Namely, van Eyck depicts the crotch of the First Parent - the original corporeality - as a significant confusion that inevitably leads to a false trail: the fig leaf stalk (as a means of censorship) is positioned in such a way that, at first glance, before the image is 'sharpened', and even after understanding overcomes the impression, it looks as if a vaginal line has been cut through Adam's pubic hair!
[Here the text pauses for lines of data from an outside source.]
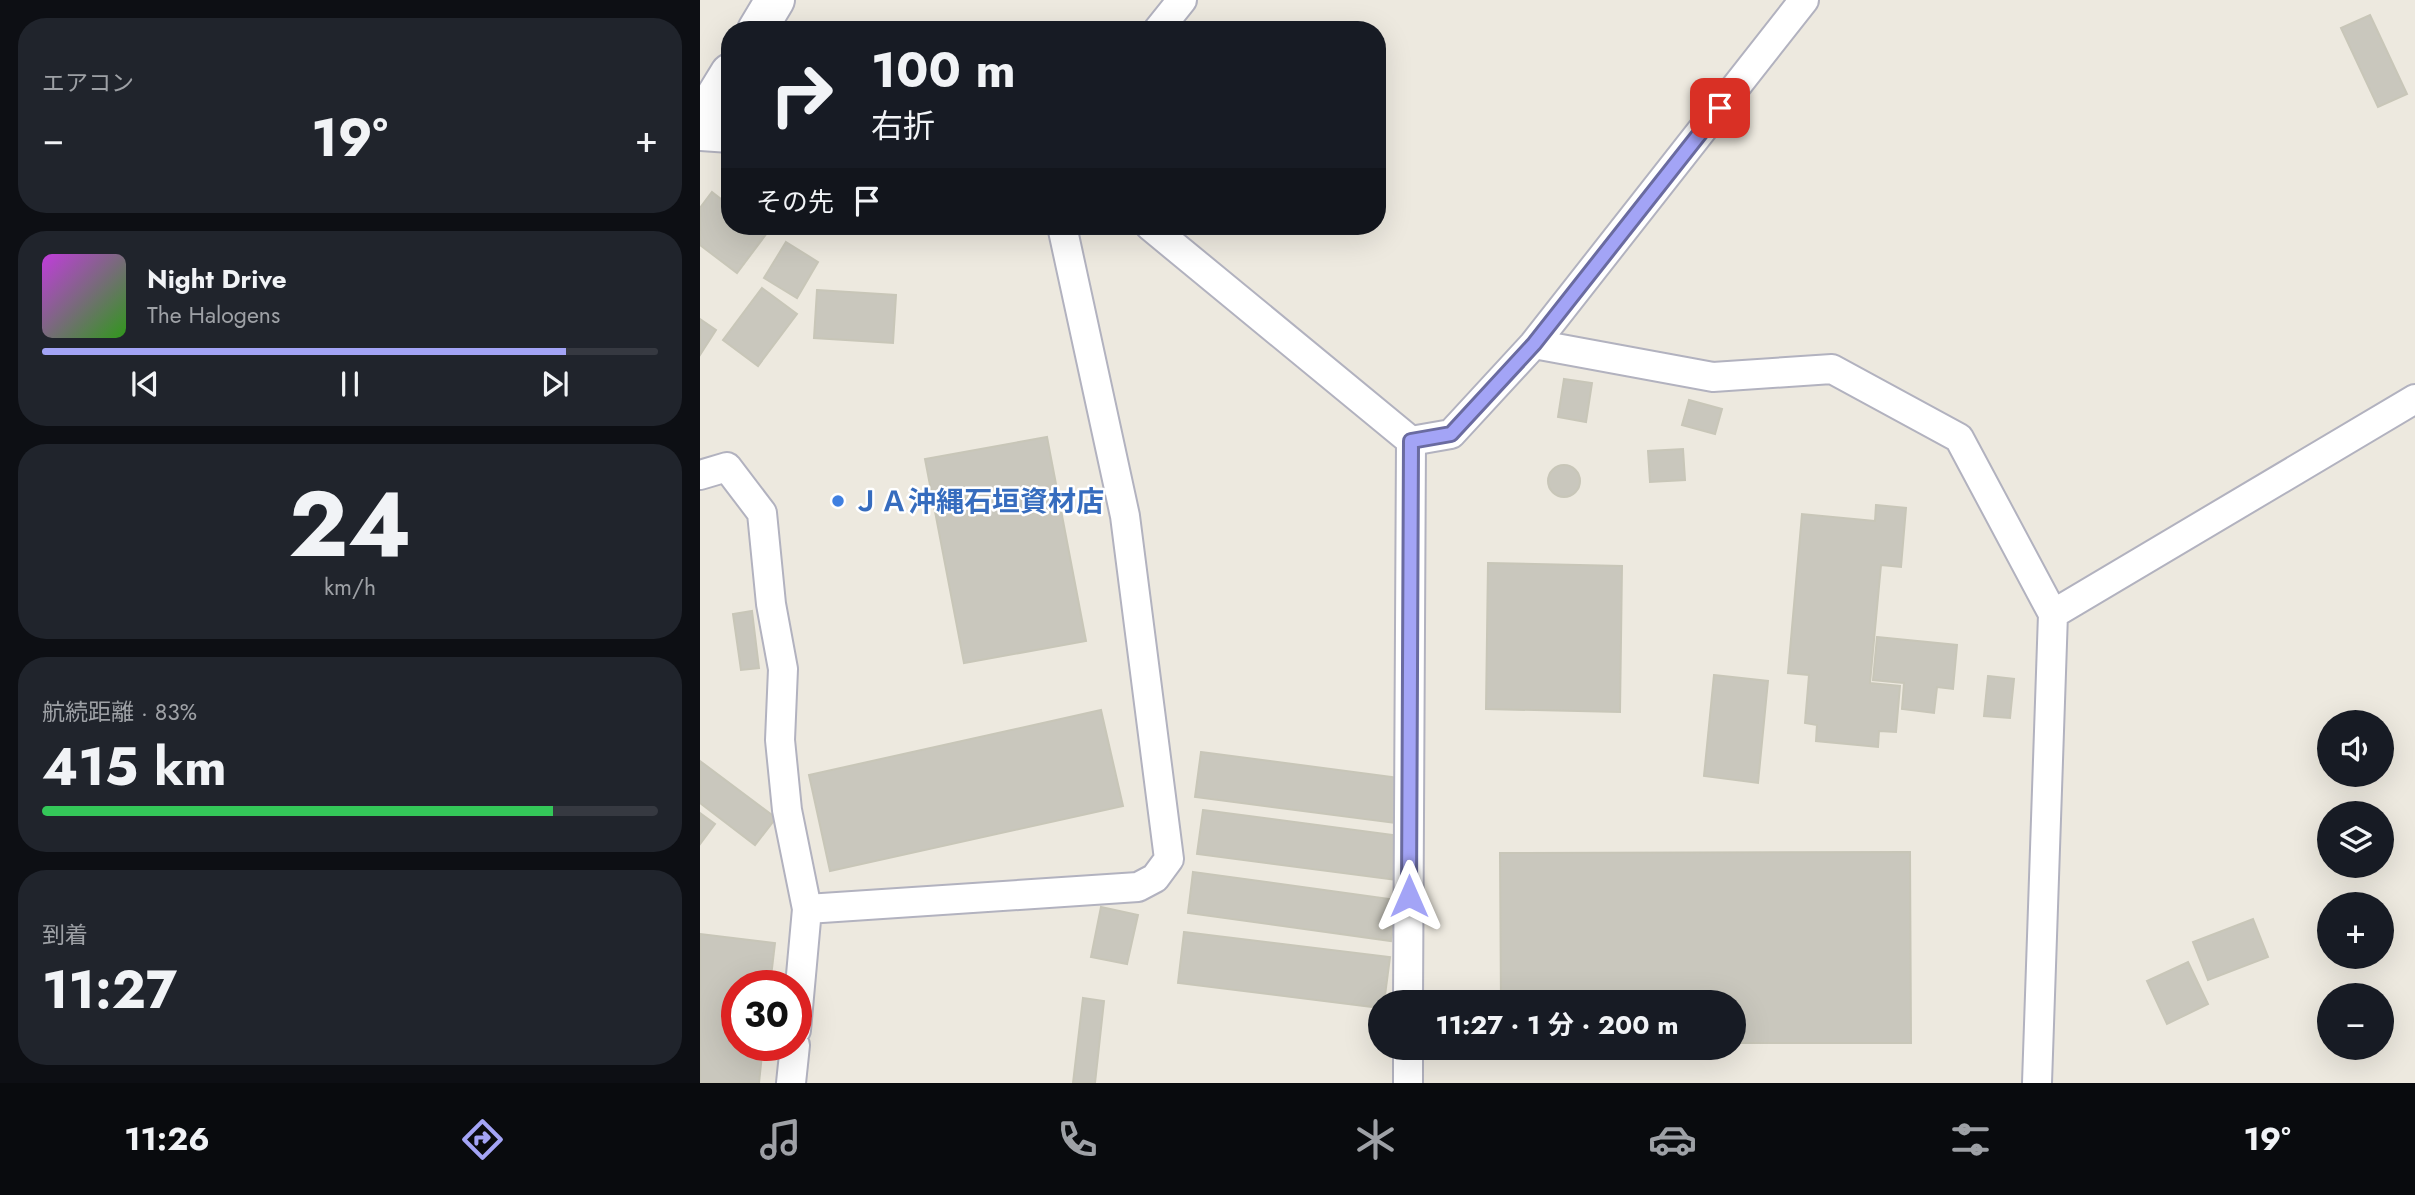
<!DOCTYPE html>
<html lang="ja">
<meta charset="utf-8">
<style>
:root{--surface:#171b24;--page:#20242c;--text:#f1f3f6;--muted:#9ea1a6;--line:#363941;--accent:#a3a4f6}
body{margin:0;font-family:Jost,"Noto Sans JP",sans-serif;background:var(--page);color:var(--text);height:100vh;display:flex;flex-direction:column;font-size:26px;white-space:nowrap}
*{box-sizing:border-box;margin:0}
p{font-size:23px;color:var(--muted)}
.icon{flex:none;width:38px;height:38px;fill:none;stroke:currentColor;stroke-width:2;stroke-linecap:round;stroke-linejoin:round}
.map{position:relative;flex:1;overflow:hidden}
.sheet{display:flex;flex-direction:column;gap:18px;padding:18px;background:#0d0f14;width:700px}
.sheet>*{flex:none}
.guide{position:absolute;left:21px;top:21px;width:665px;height:214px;border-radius:28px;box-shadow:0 7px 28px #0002;background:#171b24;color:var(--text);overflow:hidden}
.buttons{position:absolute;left:1617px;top:710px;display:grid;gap:14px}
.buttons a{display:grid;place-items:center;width:77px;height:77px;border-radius:50%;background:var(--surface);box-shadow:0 7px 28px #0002;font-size:35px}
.speed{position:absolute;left:21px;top:970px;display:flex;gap:14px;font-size:35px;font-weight:700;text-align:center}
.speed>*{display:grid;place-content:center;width:91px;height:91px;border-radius:50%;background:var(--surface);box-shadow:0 7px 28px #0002;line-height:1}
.speed .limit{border:10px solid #d22;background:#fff;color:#111}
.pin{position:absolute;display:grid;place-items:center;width:60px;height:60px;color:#fff;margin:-30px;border-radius:14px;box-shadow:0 4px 10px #0006}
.me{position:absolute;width:77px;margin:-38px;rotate:0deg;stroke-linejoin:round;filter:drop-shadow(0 0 5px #0008)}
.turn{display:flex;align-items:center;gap:24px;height:147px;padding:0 35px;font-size:32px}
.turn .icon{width:91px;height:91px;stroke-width:2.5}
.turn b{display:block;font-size:49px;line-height:60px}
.then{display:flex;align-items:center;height:66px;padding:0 35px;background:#0003;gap:14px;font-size:26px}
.big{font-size:52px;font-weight:700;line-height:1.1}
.sheet .widget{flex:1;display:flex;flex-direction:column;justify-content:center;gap:10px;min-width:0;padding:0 24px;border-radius:28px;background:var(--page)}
.sheet .dial{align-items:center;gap:0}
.dial b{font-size:91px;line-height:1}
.song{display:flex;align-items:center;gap:21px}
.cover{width:84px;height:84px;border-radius:10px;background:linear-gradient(135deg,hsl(290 70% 55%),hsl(110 70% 35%))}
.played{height:7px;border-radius:4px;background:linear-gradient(90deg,var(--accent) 85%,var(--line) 85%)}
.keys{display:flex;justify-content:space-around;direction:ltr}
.heat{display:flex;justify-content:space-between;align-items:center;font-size:38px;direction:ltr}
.charge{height:10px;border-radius:5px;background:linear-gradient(90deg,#34c759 83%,var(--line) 0)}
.trip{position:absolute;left:668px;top:990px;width:378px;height:70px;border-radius:35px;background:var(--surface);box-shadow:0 7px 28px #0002;font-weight:700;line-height:70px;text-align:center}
.tabs{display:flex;height:112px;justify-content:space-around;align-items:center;background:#090b0e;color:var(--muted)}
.tabs .icon{width:49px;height:49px}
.tabs .current{color:var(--accent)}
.tabs b{font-size:32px;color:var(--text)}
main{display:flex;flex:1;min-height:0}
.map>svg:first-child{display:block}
.building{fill:#c9c7bd;stroke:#c8c6b8;stroke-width:2}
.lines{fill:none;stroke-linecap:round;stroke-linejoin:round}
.street-casing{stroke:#b2b2bf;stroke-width:32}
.secondary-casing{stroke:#b2b2bf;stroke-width:42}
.street{stroke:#fff;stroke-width:28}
.secondary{stroke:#fff;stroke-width:38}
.route-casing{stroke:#6a6ba0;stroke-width:18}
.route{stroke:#a3a4f6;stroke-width:12}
.shop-dot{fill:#3f7fe0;stroke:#fff;stroke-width:2.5}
.labels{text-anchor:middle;stroke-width:5;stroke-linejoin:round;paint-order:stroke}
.shop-label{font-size:28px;font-weight:bold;fill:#366cbe;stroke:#fff;text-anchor:start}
</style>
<main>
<section class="sheet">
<div class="widget"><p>エアコン</p>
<div class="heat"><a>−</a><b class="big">19°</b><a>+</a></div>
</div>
<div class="widget">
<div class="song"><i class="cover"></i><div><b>Night Drive</b><p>The Halogens</p></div></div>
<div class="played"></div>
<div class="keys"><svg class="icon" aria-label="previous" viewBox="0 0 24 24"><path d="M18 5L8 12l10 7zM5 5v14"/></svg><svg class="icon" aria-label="pause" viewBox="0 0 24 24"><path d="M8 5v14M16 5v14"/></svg><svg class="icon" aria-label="next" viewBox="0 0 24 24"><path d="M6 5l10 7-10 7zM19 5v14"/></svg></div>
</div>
<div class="widget dial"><b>24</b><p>km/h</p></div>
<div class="widget"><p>航続距離 · 83%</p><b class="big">415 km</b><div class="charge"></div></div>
<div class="widget"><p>到着</p><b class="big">11:27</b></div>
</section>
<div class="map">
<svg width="1715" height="1083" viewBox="0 0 1715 1083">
<rect width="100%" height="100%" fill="#ede9df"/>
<path class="building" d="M1670,15L1707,94L1678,107L1641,28Z
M12,192L30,206V226H56L67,233L37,273L0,245V208Z
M86,242L118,262L97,298L64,278Z
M62,288L97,314L58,366L23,340Z
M117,290L196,295L193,343L114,338Z
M0,319L16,330L0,355Z
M864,379L892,383L886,422L858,417Z
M989,400L1022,409L1015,434L982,425Z
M347,437L386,641L264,663L225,459Z
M983,449L985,480L950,482L948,451Z
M848 481a16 16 0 1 1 32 0a16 16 0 1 1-32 0Z
M1176,505L1206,508L1201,567L1181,565L1170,683L1200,686L1196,732L1179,731L1178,747L1116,741L1117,725L1105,723L1109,675L1088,673L1102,514L1175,521Z
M788,563L922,566L920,712L786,709Z
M52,611L59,668L41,670L33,614Z
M1177,637L1257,645L1253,689L1237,687L1234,713L1202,709L1204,683L1173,680Z
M1014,675L1068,681L1058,783L1004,776Z
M1288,676L1314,679L1310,718L1284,716Z
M401,710L423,806L130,871L109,775Z
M501,752L700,778L695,823L495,797Z
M0,761L76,818L55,845L0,803Z
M503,810L701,836L696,880L497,854Z
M0,813L15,824L0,844Z
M1210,852L1211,1043H1034V1003H916V996L864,997L865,1003H801L800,853Z
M493,872L697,900L691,941L488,913Z
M401,907L438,915L427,964L391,957Z
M1553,919L1568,957L1508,980L1493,942Z
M484,932L690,957L684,1003H681V1008L478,983Z
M0,934L75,943L70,985H37V1045H63L59,1083H0Z
M1488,962L1508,1004L1467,1024L1447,981Z
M383,998L404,1001L395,1083H373Z"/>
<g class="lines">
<g class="street-casing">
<path id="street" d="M458,30L482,0
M0,136L30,138
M450,226L711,441L751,434L834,344L1104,0
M834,344L1013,377L1132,369L1259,438L1353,614L1337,1083
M0,475L27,467L62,513L71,604L83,669L80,740L87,810L107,909L96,1030
M1353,614L1715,399
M107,909L438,887L455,878L469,859L425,516L362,226
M708,1003L711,441
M91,1083L95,1045
M708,1083V1048"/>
</g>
<g class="secondary-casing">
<path id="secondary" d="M57,30L75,0
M0,122L30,73"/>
</g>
<use href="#street" class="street"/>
<use href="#secondary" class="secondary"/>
</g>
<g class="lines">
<g class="route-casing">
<path id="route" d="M709,896L711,441L751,434L834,344L1020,108"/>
</g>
<use href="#route" class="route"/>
</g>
<circle class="shop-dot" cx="138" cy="501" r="7"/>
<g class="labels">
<g class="shop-label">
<text x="152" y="511">ＪＡ沖縄石垣資材店</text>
</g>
</g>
</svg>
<div class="buttons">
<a><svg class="icon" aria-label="sound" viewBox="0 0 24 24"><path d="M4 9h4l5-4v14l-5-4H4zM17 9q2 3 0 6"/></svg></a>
<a><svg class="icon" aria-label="layers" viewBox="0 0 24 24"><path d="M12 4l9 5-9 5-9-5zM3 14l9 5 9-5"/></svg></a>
<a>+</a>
<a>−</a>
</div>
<div class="speed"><div class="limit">30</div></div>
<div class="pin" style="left:1020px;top:108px;background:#d93025"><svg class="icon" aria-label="arrive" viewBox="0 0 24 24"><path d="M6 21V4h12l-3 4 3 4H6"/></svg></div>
<svg class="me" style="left:709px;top:896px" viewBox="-20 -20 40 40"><path d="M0-17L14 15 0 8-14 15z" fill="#a3a4f6" stroke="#fff" stroke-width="4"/></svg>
<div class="trip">11:27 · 1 分 · 200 m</div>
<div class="guide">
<div class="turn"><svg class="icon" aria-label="right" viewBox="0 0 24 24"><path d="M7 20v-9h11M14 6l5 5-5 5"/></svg><div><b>100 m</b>右折</div></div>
<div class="then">その先<svg class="icon" aria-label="arrive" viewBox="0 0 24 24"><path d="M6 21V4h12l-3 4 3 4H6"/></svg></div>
</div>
</div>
</main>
<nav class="tabs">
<b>11:26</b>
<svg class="icon current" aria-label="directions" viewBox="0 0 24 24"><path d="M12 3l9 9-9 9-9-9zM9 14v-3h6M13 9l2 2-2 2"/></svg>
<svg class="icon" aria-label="music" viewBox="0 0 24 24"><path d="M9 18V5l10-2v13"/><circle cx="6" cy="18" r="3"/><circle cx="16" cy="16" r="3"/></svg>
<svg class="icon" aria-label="phone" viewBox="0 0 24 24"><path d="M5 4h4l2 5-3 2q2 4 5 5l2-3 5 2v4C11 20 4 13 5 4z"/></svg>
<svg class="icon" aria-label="climate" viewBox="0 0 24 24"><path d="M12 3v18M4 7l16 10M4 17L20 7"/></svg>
<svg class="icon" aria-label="car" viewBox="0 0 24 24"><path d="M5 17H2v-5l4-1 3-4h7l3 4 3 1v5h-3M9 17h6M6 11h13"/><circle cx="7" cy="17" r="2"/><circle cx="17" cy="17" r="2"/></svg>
<svg class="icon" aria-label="filters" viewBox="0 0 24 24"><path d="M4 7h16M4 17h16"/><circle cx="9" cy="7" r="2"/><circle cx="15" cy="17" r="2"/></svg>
<b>19°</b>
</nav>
Since the reading of the image constantly takes place in an interpretive back-and-forth movement of approaching to better see the detail and moving away to encompass the context, which implies that one constantly sees more than one would like and less than one would like, van Eyck's completely unexpected staging - which inverts the standardized Freudian etiology in advance - phantasmagorically inscribes the vulva instead of the phallus on the original male body, which is why, in the hermeneutic distance from trauma, the necessity of fetishistic redescription in the re-establishment of the phallic signifier that has been annulled in the primal frame emerges. If van Eyck is the father of the northern renaissance, he must be defined as such in the traumatic dimension itself: the penis that is not (enough).